Teropong Indonesia News
MOSWAREN, SORONG SELATAN — Kemarau panjang yang melanda sejumlah wilayah di Kabupaten Sorong Selatan diduga turut meningkatkan risiko terjadinya kebakaran hutan dan lahan. Kebakaran dilaporkan terjadi di beberapa titik di wilayah Distrik Moswaren dan Distrik Wayer, termasuk kawasan atau areal perkebunan kelapa sawit milik PT. Lestari Papua Perkasa (PT. LPP).

Menindaklanjuti peristiwa tersebut, pihak PT. LPP bersama karyawan, anggota TNI, serta masyarakat Kampung Mahsase turun langsung ke lokasi untuk bersama-sama melakukan upaya pemadaman api.

Upaya pemadaman dilakukan untuk mencegah api meluas ke area lainnya, mengingat kondisi cuaca yang masih kering akibat kemarau berkepanjangan. Tim gabungan juga terus melakukan pemantauan terhadap sejumlah titik yang sebelumnya mengalami kebakaran.

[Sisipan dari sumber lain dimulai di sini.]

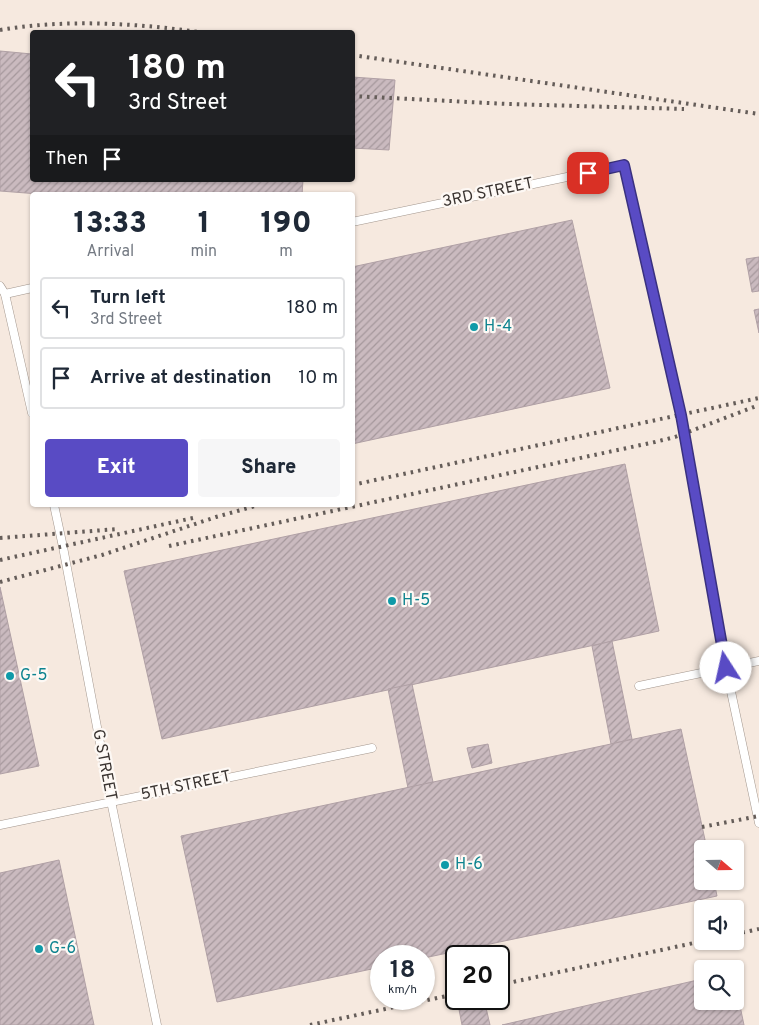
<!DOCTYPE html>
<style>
body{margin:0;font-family:Overpass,sans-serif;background:#f6f6f7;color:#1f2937;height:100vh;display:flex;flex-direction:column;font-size:19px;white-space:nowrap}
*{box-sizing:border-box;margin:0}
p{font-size:16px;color:#747a83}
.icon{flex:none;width:28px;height:28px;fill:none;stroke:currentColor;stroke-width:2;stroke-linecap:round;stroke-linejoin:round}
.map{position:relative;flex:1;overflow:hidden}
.panel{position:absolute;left:30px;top:192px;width:325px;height:315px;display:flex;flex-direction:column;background:#fff;border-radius:5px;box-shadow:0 1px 4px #0004}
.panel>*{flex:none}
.top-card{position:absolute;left:30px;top:30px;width:325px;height:152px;border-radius:5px;box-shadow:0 1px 4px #0004;background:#202124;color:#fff;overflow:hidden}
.needle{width:32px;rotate:110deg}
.tools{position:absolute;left:694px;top:840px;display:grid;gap:10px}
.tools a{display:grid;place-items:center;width:50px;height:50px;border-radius:5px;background:#fff;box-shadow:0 1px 4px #0004;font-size:25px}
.speed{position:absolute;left:370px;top:945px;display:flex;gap:10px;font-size:25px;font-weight:700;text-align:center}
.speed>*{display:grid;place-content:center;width:65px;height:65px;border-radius:50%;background:#fff;box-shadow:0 1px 4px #0004;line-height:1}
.speed small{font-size:12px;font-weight:400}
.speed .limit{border:2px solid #111;border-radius:8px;background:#fff;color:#111}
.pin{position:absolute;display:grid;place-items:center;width:42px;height:42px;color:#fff;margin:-21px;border-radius:10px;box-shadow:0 2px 8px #0006}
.me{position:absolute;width:55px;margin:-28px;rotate:350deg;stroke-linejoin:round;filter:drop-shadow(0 0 4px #0008)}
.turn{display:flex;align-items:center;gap:18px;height:105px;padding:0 15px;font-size:22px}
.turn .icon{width:65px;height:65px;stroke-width:2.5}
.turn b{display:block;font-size:35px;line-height:42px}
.then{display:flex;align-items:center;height:48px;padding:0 15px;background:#0003;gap:10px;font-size:19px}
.eta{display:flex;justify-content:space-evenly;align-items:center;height:85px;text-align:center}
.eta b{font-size:30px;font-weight:800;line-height:35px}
.primary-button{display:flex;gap:10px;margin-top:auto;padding:10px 15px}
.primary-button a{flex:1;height:58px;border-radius:5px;background:#594bc4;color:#fff;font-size:20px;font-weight:800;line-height:58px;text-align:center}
.primary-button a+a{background:#f6f6f7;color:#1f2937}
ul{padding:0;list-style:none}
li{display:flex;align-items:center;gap:15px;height:62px;margin:0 10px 8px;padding:0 5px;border:2px solid #e0e1e3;border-radius:5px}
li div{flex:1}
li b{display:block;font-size:19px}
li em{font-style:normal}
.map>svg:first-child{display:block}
.building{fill:url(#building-hatch);stroke:#b0a0a5}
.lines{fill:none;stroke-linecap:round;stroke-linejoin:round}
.lane-casing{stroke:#a3978e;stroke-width:9}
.lane{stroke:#fff;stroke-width:8}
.rail{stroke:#655d59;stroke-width:4;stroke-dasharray:2.5 5;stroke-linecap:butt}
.route-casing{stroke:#3a317f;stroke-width:12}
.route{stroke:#594bc4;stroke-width:9}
.culture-dot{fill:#0f9aa8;stroke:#fdf8f4;stroke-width:2}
.labels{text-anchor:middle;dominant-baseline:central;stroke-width:4.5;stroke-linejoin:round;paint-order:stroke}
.street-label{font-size:16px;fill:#3a3431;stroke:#fdf8f4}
.culture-label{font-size:16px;fill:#0d838f;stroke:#fdf8f4;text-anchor:start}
</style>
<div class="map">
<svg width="759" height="1025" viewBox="0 0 759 1025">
<defs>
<pattern id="building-hatch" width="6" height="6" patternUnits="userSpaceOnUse" patternTransform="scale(1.25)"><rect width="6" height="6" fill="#cababf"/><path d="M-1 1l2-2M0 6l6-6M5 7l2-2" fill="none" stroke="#a5989c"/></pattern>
</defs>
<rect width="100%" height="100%" fill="#f6e9df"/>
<!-- building -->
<g class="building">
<path d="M0,51l32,3v126h271l-1,15h-250l-52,-4z"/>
<path d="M352,77l43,3 -6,70 -37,-2z"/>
<path d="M572,220l38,168 -258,56v-177z"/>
<path d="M759,257v34l-7,1 -6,-33z"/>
<path d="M759,309v24l-5,-23z"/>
<path d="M625,464l34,167 -497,108 -38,-168z"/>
<path d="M0,587l39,179 -39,8z"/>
<path d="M612,641l20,98 -21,5 -19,-98z"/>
<path d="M412,684l21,98 -25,6 -20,-99z"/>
<path d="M681,729l26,120h-5v32h12l3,15 -293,62v-2h-43v11l-164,35 -36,-166z"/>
<path d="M488,744l4,19 -20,5 -5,-20z"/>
<path d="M59,860l35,165h-94v-152z"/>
<path d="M473,948l2,8h-19v41l-9,-44z"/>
<path d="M702,979v22h33v-19l9,43h-242z"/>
<path d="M457,999h27l6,26h-28z"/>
</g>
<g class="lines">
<defs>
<g id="lane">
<path d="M352,222l272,-57 57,250 45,253 33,155"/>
<path d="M0,286l5,8 27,119"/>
<path d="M5,294l27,-6"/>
<path d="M54,505l9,42 48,254 46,224"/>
<path d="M639,686l120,-25"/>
<path d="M0,825l372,-77"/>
</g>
</defs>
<!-- lane casing -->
<use href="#lane" class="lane-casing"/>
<!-- lane -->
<use href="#lane" class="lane"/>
<!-- rail -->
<g class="rail">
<path d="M0,30c66,-11 133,-7 199,2"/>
<path d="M352,55l407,59"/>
<path d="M352,96l156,8 176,5"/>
<path d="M352,485l407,-87"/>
<path d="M0,538l118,-9"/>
<path d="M169,546l486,-104 20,-5 84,-32"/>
<path d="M0,560l193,-42"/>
<path d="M0,582l102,-27 114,-38 43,-12"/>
<path d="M702,827l57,-11"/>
<path d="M735,934l24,-5"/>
<path d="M499,985l204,-44"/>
<path d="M310,1025l146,-31"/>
</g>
</g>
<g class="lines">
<defs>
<path id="route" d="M588,173l36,-8 57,250 45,253"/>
</defs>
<!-- route casing -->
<use href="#route" class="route-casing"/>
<!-- route -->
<use href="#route" class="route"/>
</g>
<!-- markers -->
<g class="culture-dot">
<circle cx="474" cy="327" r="5"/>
<circle cx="392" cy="601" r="5"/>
<circle cx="10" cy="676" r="5"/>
<circle cx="445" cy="865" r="5"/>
<circle cx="39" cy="949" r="5"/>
</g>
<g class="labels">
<!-- street labels -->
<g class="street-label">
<text transform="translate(488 193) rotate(-12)">3RD STREET</text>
<text transform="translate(104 765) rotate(79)">G STREET</text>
<text transform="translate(186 786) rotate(-12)">5TH STREET</text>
</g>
<!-- culture labels -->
<g class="culture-label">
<text x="484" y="327">H-4</text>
<text x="402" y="601">H-5</text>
<text x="20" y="676">G-5</text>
<text x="455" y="865">H-6</text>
<text x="49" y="949">G-6</text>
</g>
</g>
</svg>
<div class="tools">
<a><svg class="needle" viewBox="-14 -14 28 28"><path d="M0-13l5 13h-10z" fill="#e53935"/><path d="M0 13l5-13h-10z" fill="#747a83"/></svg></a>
<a><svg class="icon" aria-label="sound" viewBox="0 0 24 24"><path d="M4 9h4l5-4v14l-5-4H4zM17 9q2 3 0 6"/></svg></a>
<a><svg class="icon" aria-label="search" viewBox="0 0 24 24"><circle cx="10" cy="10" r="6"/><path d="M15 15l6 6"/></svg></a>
</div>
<div class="speed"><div>18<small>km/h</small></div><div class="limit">20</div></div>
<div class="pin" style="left:588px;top:173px;background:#d93025"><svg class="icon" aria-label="arrive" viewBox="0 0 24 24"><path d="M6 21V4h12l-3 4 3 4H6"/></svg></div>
<svg class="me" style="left:726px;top:668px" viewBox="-20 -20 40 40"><circle r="19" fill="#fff"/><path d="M0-13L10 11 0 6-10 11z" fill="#594bc4"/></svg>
<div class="top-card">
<div class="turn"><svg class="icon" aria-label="left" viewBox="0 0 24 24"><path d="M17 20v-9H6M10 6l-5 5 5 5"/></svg><div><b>180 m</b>3rd Street</div></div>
<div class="then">Then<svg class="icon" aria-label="arrive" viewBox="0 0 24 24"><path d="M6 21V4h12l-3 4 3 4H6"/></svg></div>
</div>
<section class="panel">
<div class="eta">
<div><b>13:33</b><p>Arrival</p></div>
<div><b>1</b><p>min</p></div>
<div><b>190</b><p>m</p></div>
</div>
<ul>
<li><svg class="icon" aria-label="left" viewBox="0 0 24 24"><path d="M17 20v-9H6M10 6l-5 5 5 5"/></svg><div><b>Turn left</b><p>3rd Street</p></div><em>180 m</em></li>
<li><svg class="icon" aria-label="arrive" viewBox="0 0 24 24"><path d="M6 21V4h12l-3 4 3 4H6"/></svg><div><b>Arrive at destination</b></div><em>10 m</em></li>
</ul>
<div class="primary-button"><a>Exit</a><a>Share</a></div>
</section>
</div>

Hingga saat ini, penyebab pasti kebakaran belum diketahui. Pihak PT. LPP telah melakukan koordinasi dengan pihak TNI dan Polri guna menindaklanjuti peristiwa tersebut serta membantu memastikan kondisi di lapangan tetap terkendali.
Selain melakukan pemadaman, pemantauan terhadap titik-titik yang terdampak kebakaran terus dilakukan sebagai langkah antisipasi terhadap kemungkinan munculnya kembali api atau terjadinya kebakaran lanjutan.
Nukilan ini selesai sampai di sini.